# Gateway GT5670 downgrading to xp



## happeharkore (Jun 25, 2008)

Hi, i just bought this new computer and first thing i did was downgrade it to vista.  problem is i cant find any of the drivers for it that will work for xp.  i went to gateways website but all the drivers are listed for vista.  any help would be GREATLY appreciated


----------



## sg1 (Jun 25, 2008)

happeharkore said:


> Hi, i just bought this new computer and first thing i did was downgrade it to vista.


Don't you mean from Vista?

Some newer hardware on vista machines don't have XP drivers available HP+Packard Bells are known for this issue!!

you may be able to locate something at Gateways Website or Driverguide.com if you're lucky 

Is this any help bud ? *Gateway driver list*


----------



## happeharkore (Jun 25, 2008)

yes you are correct.  i meant to xp lol.  thanx for the correction.


----------



## Sheringan (Jun 25, 2008)

This will be a nice move on you.
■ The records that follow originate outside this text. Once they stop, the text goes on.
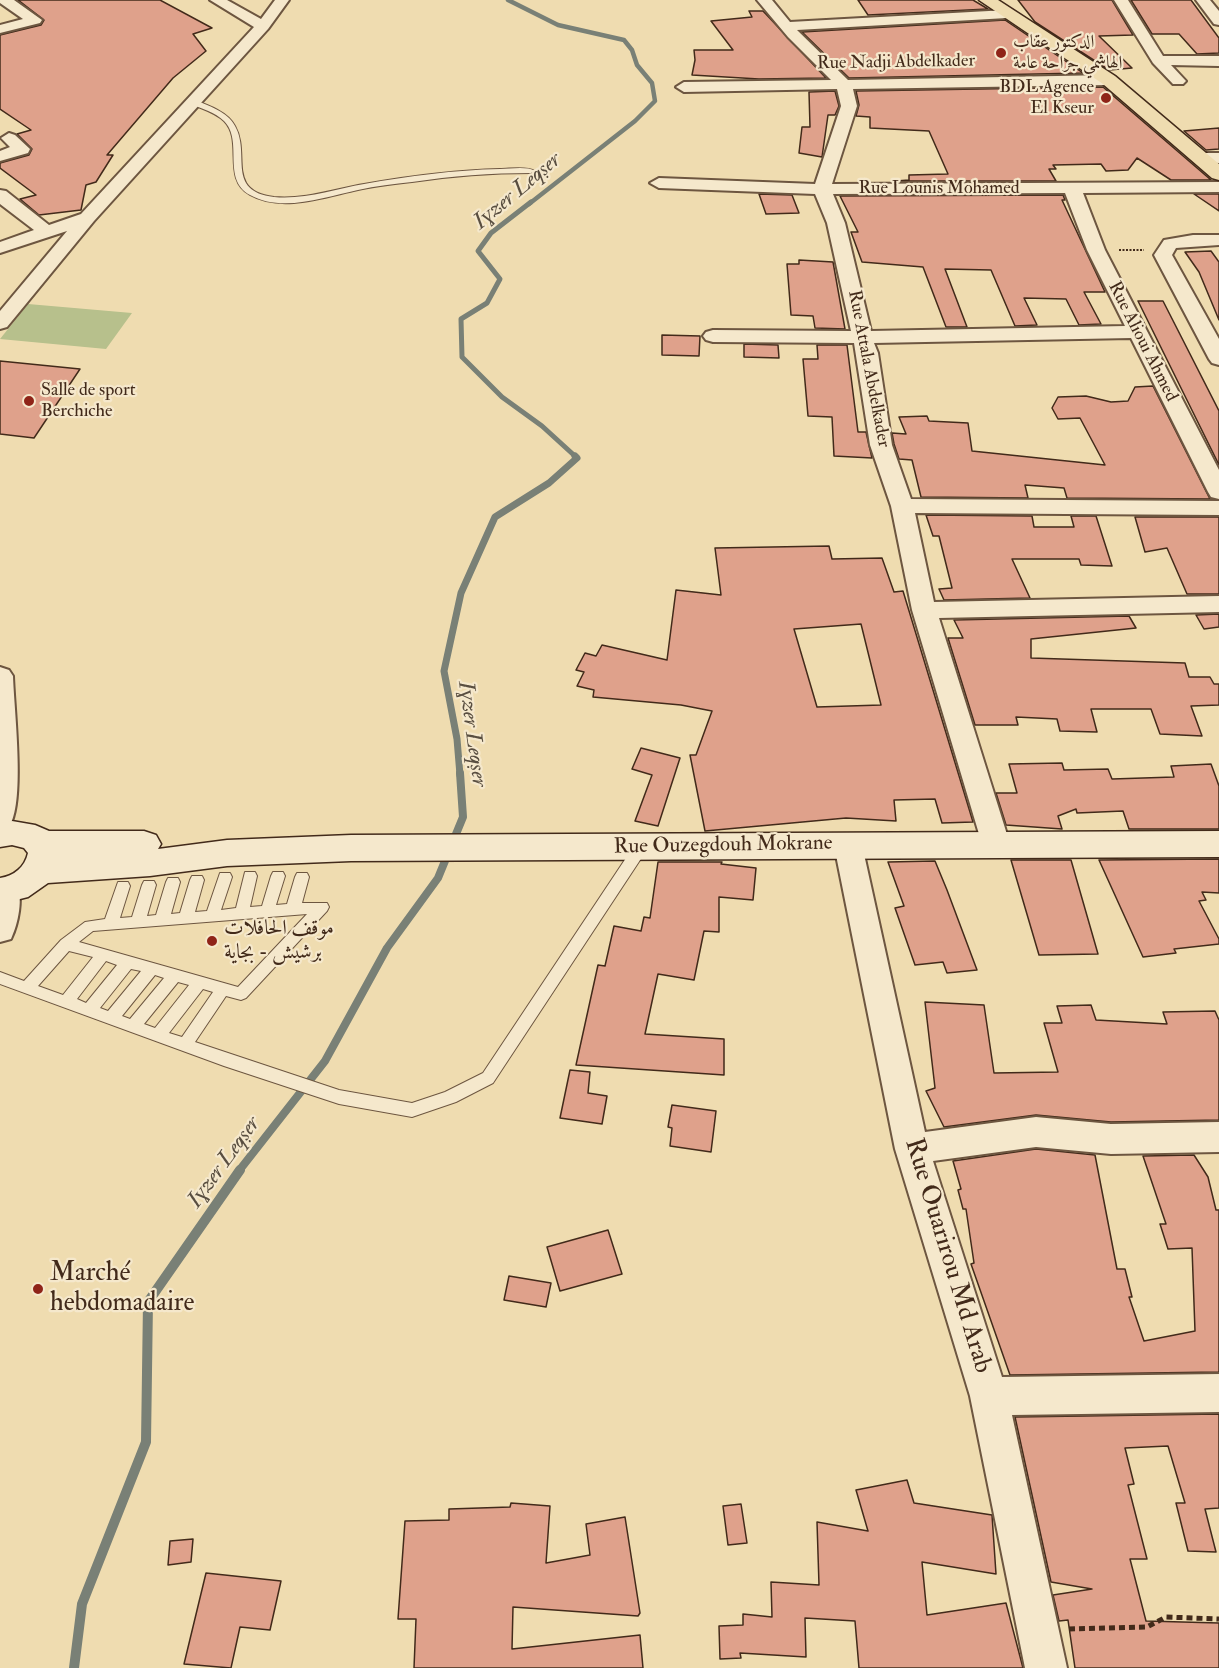 <!DOCTYPE html>
<meta charset="utf-8">
<style>
body{margin:0}
canvas{display:block;background:#efdcb0}
</style>
<canvas width="1219" height="1668"></canvas>
<script>
const context = document.querySelector('canvas').getContext('2d');
context.lineJoin = 'round';
function fill(path, color) {
  context.fillStyle = color;
  context.fill(path, 'evenodd');
}
function strokePath(path, color, width, dash) {
  context.strokeStyle = color;
  context.lineWidth = width;
  context.lineCap = dash ? 'butt' : 'round';
  context.setLineDash(dash || []);
  context.stroke(path);
}
function drawText(font, color, halo, rows, align = 'center') {
  context.font = font + ' "IM FELL Double Pica",Amiri,serif';
  context.lineWidth = 4.5;
  context.setLineDash([]);
  context.textBaseline = 'middle';
  context.strokeStyle = halo;
  context.fillStyle = color;
  for (const [text, x, y, turn = 0] of rows) {
    context.save();
    context.translate(x, y);
    context.rotate((+turn || 0) * Math.PI / 180);
    context.textAlign = isNaN(turn) ? turn : align;
    if (halo) context.strokeText(text, 0, 0);
    context.fillText(text, 0, 0);
    context.restore();
  }
}
const green = new Path2D(`
 M28,304L132,313L106,349L0,339Z`);
const streamFar4 = new Path2D(`
 M508,0L558,25L624,40L632,50L637,65L652,83L655,101L635,121L529,204`);
const streamFar3 = new Path2D(`
 M531,202L491,233L478,251L500,279L487,303L461,319L462,357L502,397L542,426L576,457`);
const streamFar2 = new Path2D(`
 M460,775L457,739L444,671L461,593L495,517L549,483L577,458L575,456`);
const streamFar1 = new Path2D(`
 M238,1172L325,1061L387,948L438,878L463,817L460,773`);
const stream = new Path2D(`
 M74,1668L82,1604L146,1442L148,1302L240,1170`);
const building = new Path2D(`
 M18,0H160L212,28L193,34L206,51L173,78L107,155H113L96,182L86,185L81,210L39,215L20,199L36,195L0,168V163L29,155L32,149L17,134L31,130L0,109V35L41,25L44,20Z
 M858,0H973L988,9L868,15Z
 M1018,0H1112L1133,35L1099,36L1132,68L1109,70L1035,22Z
 M1131,0H1191L1219,38V53L1197,54L1179,34H1152Z
 M749,11H763L826,78L759,79L692,75L695,60L694,50H733L711,21L752,17Z
 M1005,20L1083,73L849,78L802,32Z
 M1103,87L1211,180H1171L1137,158L1128,170L1106,171L1101,164L1053,165L1056,169H1049L1056,181H896L909,180V175L948,174L929,131L870,128V117L856,116L859,105L856,91Z
 M835,91L839,106L835,115H828L822,157L799,153L802,127H810L809,92Z
 M1219,128V149L1206,150L1184,131Z
 M759,194L792,195L799,213L766,214Z
 M1194,194H1219V211Z
 M1063,195L1065,200H1062L1105,292H1084L1101,324L1079,325L1066,299L1024,298L1037,325L1015,326L991,270L945,269L967,327H946L923,267L862,262L851,232H858L840,196Z
 M1211,251L1219,262V320L1199,272L1185,252Z
 M799,260L833,262L845,329L815,328L813,316L791,315L787,264H799Z
 M1138,301H1163L1219,411V465Z
 M662,335L700,336L699,356L662,355Z
 M744,344L778,345L779,358L744,357Z
 M817,345H847L858,432H866L872,458L834,456L832,417L808,416L803,359H818Z
 M0,361L80,369L34,438L0,434Z
 M1153,386L1210,499L1067,498L1064,488L1025,485L1028,498L921,497L912,460L899,459L894,444L892,433L906,434L899,417L927,416L929,421L968,423L972,451L1105,465L1080,418L1058,419L1052,408L1058,397L1086,396L1111,402L1128,401L1135,387Z
 M926,515L1032,516L1034,527H1074L1071,516H1096L1112,566L1081,565L1079,559H1012L1030,598L944,600L939,589L952,588L939,536H933Z
 M1135,517H1219V594H1187L1167,548L1145,552Z
 M829,546L832,559L882,558L894,592L903,591L973,822L942,823L935,799L894,800L896,821L846,818L705,831L690,755H696L712,711L681,705L593,697L594,690L577,686L584,672L576,670L585,653L596,656L602,645L667,660L676,590L721,595L715,548ZM861,624L881,705L817,707L794,629Z
 M1219,614V627L1204,629L1196,615Z
 M1129,616L1136,628L1031,639V658L1185,663L1189,677H1210L1214,684H1219V705L1191,706L1202,736L1160,734L1151,709H1091L1097,732L1060,731L1057,719L1016,717L1018,725H975L948,638H963L954,620Z
 M641,748L680,758L658,826L635,821L652,775L632,769Z
 M1062,763L1064,770L1108,769L1112,779L1174,777L1171,766L1211,764L1219,786V829H1129L1123,811L1077,813L1076,809L1058,816L1062,829L1006,825L996,793H1017L1009,764Z
 M1219,859V893L1202,892L1206,900L1199,901L1219,939V944L1174,949L1176,953L1143,957L1099,860Z
 M1011,860H1071L1098,954L1039,955Z
 M935,861L947,890L977,970L947,973L943,962L915,965L895,908L904,906L888,862Z
 M658,862H722L721,864L756,868L753,900L719,897V932L704,931L694,980L658,974L645,1034L724,1039V1075L576,1065L598,965L605,966L614,926L641,931L644,917L650,918Z
 M925,1002L984,1005L994,1073L1058,1072L1044,1023H1062L1057,1006L1091,1005L1096,1020L1167,1024L1163,1012L1215,1011L1219,1020V1120L1111,1122L1036,1115L944,1127L926,1091L935,1088Z
 M570,1070L590,1072L588,1093L607,1096L602,1124L560,1118Z
 M672,1105L716,1111L711,1152L670,1146L672,1128L668,1127Z
 M1036,1149L1095,1155L1117,1269H1125L1132,1297H1129L1144,1341L1195,1331L1192,1248L1168,1249L1160,1224H1166L1143,1156L1194,1155L1208,1177L1216,1210H1219V1372L1010,1375L971,1264L974,1263L966,1209H963L958,1190L961,1189L953,1161Z
 M608,1230L622,1274L560,1291L547,1247Z
 M509,1276L551,1283L546,1307L504,1300Z
 M1219,1414V1508L1205,1509L1216,1552L1188,1551L1176,1503H1185L1168,1446L1125,1448L1134,1484L1128,1485L1147,1559H1130L1146,1621L1219,1623V1668H1075L1068,1620L1059,1621L1053,1595L1092,1589L1051,1582L1015,1417Z
 M907,1480L914,1503L992,1515L996,1574L922,1562L927,1615L1006,1603L1023,1668H859L855,1621L805,1618L806,1657L740,1653L741,1658L720,1659L719,1626L743,1625V1614L772,1617L771,1582L819,1585L817,1522L868,1531L856,1490Z
 M511,1503L550,1506L546,1563L590,1555L586,1524L625,1517L640,1613L638,1616L513,1607L512,1649L640,1635L643,1668H414L416,1619H398L405,1521L449,1520V1509L510,1507Z
 M741,1504L747,1543L728,1545L723,1506Z
 M193,1539L191,1562L168,1565L170,1541Z
 M206,1573L281,1581L270,1630L240,1627L231,1668L184,1664Z`);
const pathFar1 = new Path2D(`
 M1119,250H1144`);
const path = new Path2D(`
 M1069,1629L1147,1627L1166,1617L1219,1619`);
const service = new Path2D(`
 M194,100C208,105 228,112 235,126C251,154 225,191 274,197C304,200 335,189 364,184C409,176 454,170 500,169C510,169 527,166 535,171L531,173C491,173 452,176 412,182C394,184 376,186 358,190C325,197 282,213 250,195C221,179 244,141 224,121C215,112 202,109 191,104V100Z
 M641,842L646,843L648,847L646,851L493,1083L456,1102L412,1117L339,1104L224,1066L0,984V972L24,981L61,940L85,922L105,919L118,882H128L130,886L120,918L132,917L142,885L144,881H154L156,885L147,916L156,915L166,882L168,878H178L180,882L171,914L180,913L190,880L192,876H202L204,880L195,912L207,911L220,873H230L232,877L221,910L236,908L245,872H255L257,876L250,907L262,906L271,876L273,872H283L285,876L276,905L287,904L295,877L297,873H307L309,877L302,903H327L329,907L327,911L246,998L241,1000L226,996L195,1042L339,1090L412,1103L445,1092L483,1073L636,843ZM307,914L238,987L79,942L93,931ZM69,951L93,957L63,995L38,986ZM106,961L117,965L86,1003L77,999ZM131,969L141,971L108,1011L100,1008ZM155,975L164,978L130,1019L122,1016ZM178,982L189,985L155,1028L144,1024ZM203,989L213,992L182,1037L169,1033Z`);
const minor = new Path2D(`
 M0,0H14L42,20L40,23L0,33V25L23,19L0,3Z
 M210,0H227L261,19L275,0H289L268,29L94,221L7,327L0,329V311L67,231L0,253V242L34,230L0,204V190L6,191L49,225L81,214L254,27Z
 M757,0H772L790,22L1007,10L1014,14L1007,18L797,30L848,80L1109,75L1117,80L1109,85L853,89L857,106L832,184L1219,182V192L1083,193L1105,250L1219,470V499L1211,497L1208,492L1131,338L874,343L878,353L892,445L911,499L1219,501V515L915,513L934,602L1219,596V612L939,618L1010,844L1006,852L996,855L986,852L982,844L912,610L891,506L870,445L854,343L713,342L706,340L703,336L706,332L713,330L851,331L827,223L815,194L659,188L650,183L659,178L815,184L841,106L837,89L684,92L676,87L684,82L831,80L788,37ZM1065,193L1087,250L1125,326L871,331L845,223L833,194Z
 M1114,0H1128L1163,56H1219V66L1171,65L1186,81L1183,84H1173L1153,63Z
 M1196,0H1210L1219,11V25L1214,24Z
 M9,133L15,135L30,149L28,153L0,161V151L10,147L1,138Z
 M1201,153H1219V163L1195,162L1193,158Z
 M1193,235H1219V245L1176,248L1172,255L1219,339V365L1212,363L1209,359L1154,255L1164,240Z
 M0,667L9,670L13,676C14,709 25,799 10,825L0,829Z
 M848,834L858,837L862,845L925,1132L1036,1117L1111,1124L1219,1122V1152L1111,1154L1036,1147L933,1161L1002,1377L1219,1374V1412L1012,1415L1067,1668H1025L970,1396L895,1149L834,845L838,837Z
 M6,879L16,883C24,897 18,924 11,939L0,942V881Z`);
const secondary = new Path2D(`
 M12,821L35,825L49,831H144L156,835L161,844L158,849L227,840L351,835L1219,831V857L351,861L227,866L150,876L48,883L28,897L0,904V878C14,876 25,867 28,853L24,848L12,845L0,847V823Z`);
const primary = new Path2D(`
 M979,0H998L1115,76L1219,164V180L1212,178L1103,84Z`);
const markers = [
 [1001,53,6,"#8f2418"],
 [1106,98,6,"#8f2418"],
 [29,401,6,"#8f2418"],
 [212,941,6,"#8f2418"],
 [38,1289,6,"#8f2418"]
];
const farPoinames = [
 ["الدكتور عقاب",1013,43],
 ["الهاشمي جراحة عامة",1013,64],
 ["BDL Agence",1094,88,"right"],
 ["El Kseur",1094,109,"right"],
 ["Salle de sport",41,391],
 ["Berchiche",41,412]
];
const farStreetnames = [
 ["Rue Nadji Abdelkader",896,63,-1],
 ["Rue Lounis Mohamed",939,189],
 ["Rue Alioui Ahmed",1142,342,63],
 ["Rue Attala Abdelkader",868,369,79]
];
const streetNames = [
 ["Rue Ouzegdouh Mokrane",723,846,-1]
];
const poiNames = [
 ["موقف الحافلات",224,929],
 ["برشيش - بجاية",224,953]
];
const waterNames = [
 ["Iɣzer Leqṣer",518,192,-40],
 ["Iɣzer Leqṣer",471,734,82],
 ["Iɣzer Leqṣer",225,1163,-54]
];
const nearStreetnames = [
 ["Rue Ouarirou Md Arab",947,1256,73]
];
const nearPoinames = [
 ["Marché",50,1274],
 ["hebdomadaire",50,1304]
];
fill(green, '#b7c08c');
strokePath(streamFar4, '#798076', 4.5);
strokePath(streamFar3, '#798076', 5);
strokePath(streamFar2, '#798076', 7);
strokePath(streamFar1, '#798076', 8);
strokePath(stream, '#798076', 10);
fill(building, '#dfa18b');
strokePath(building, '#422a1a', 1.5);
strokePath(service, '#6d5640', 2);
strokePath(minor, '#6d5640', 4);
strokePath(secondary, '#422a1a', 3);
strokePath(primary, '#422a1a', 3);
strokePath(pathFar1, '#422a1a', 2, [2, 1.5]);
strokePath(path, '#422a1a', 5, [6, 4]);
fill(service, '#f5e8cc');
fill(minor, '#f5e8cc');
fill(secondary, '#f5e8cc');
fill(primary, '#efdcb0');
for (const [x, y, r, color] of markers) {
  const dot = new Path2D();
  dot.arc(x, y, r, 0, 2 * Math.PI);
  context.fillStyle = color;
  context.fill(dot);
  strokePath(dot, '#f5e8cc', 2);
}
drawText('18px', '#422a1a', '#f5e8cc', farPoinames, 'left');
drawText('18px', '#422a1a', '#f5e8cc', farStreetnames);
drawText('21px', '#422a1a', '#f5e8cc', streetNames);
drawText('21px', '#422a1a', '#f5e8cc', poiNames, 'left');
drawText('italic 22px', '#594e40', '#f5e8cc', waterNames);
drawText('26px', '#422a1a', '#f5e8cc', nearStreetnames);
drawText('26px', '#422a1a', '#f5e8cc', nearPoinames, 'left');
</script>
Many softwares nad programs don't run on vista yet right now. downgrading it may put you on track.


----------



## sg1 (Jun 25, 2008)

or not!!


----------



## happeharkore (Jun 25, 2008)

well thank you very much.  unfortunatley i couldnt find a couple of the drivers for my computer.  most of em arent needed really though.  the one i need most is for my ethernet card.  i can live without the rest that i havent found.  anyone help me find that one :-o?


----------



## happeharkore (Jun 26, 2008)

^bump^


----------



## happeharkore (Jul 15, 2008)

ok well ive gotten it working pretty well, still dont have the ethernet card working but not caring about that too much lol.  i just noticed that i tried to put in a sd card and went to my computer and none of the things are even there.  im assuming my built in media reader didnt get its drivers installed.  anyone have any idea how i could find these drivers?


----------



## johnb35 (Jul 15, 2008)

try this driver listed here.... 

http://support.gateway.com/support/...thernet ControllerVersion: 7.05&uid=202256857


----------



## happeharkore (Jul 15, 2008)

im not positive which one it is, but there are two things in my device manager that arent installed.  i tried that on each of em but it didnt work for either of em.

the two things in my device manager that are not installed are:

Other PCI Bridge Device
SM Bus Controller

not sure how to get em up and working :-\

any more help would be appreciated


----------



## johnb35 (Jul 15, 2008)

It looks like you have the geforce 6150se chipset. download the drivers here for it and see if it takes care of those items...

http://www.nvidia.com/object/winxp_169.21_whql.html


----------



## johnb35 (Jul 15, 2008)

actually here is the newest drivers for it.

http://www.nvidia.com/object/winxp_175.19_whql.html


----------



## happeharkore (Jul 16, 2008)

no, still have those two things in there :-\  and the media thingy still doesnt work.


----------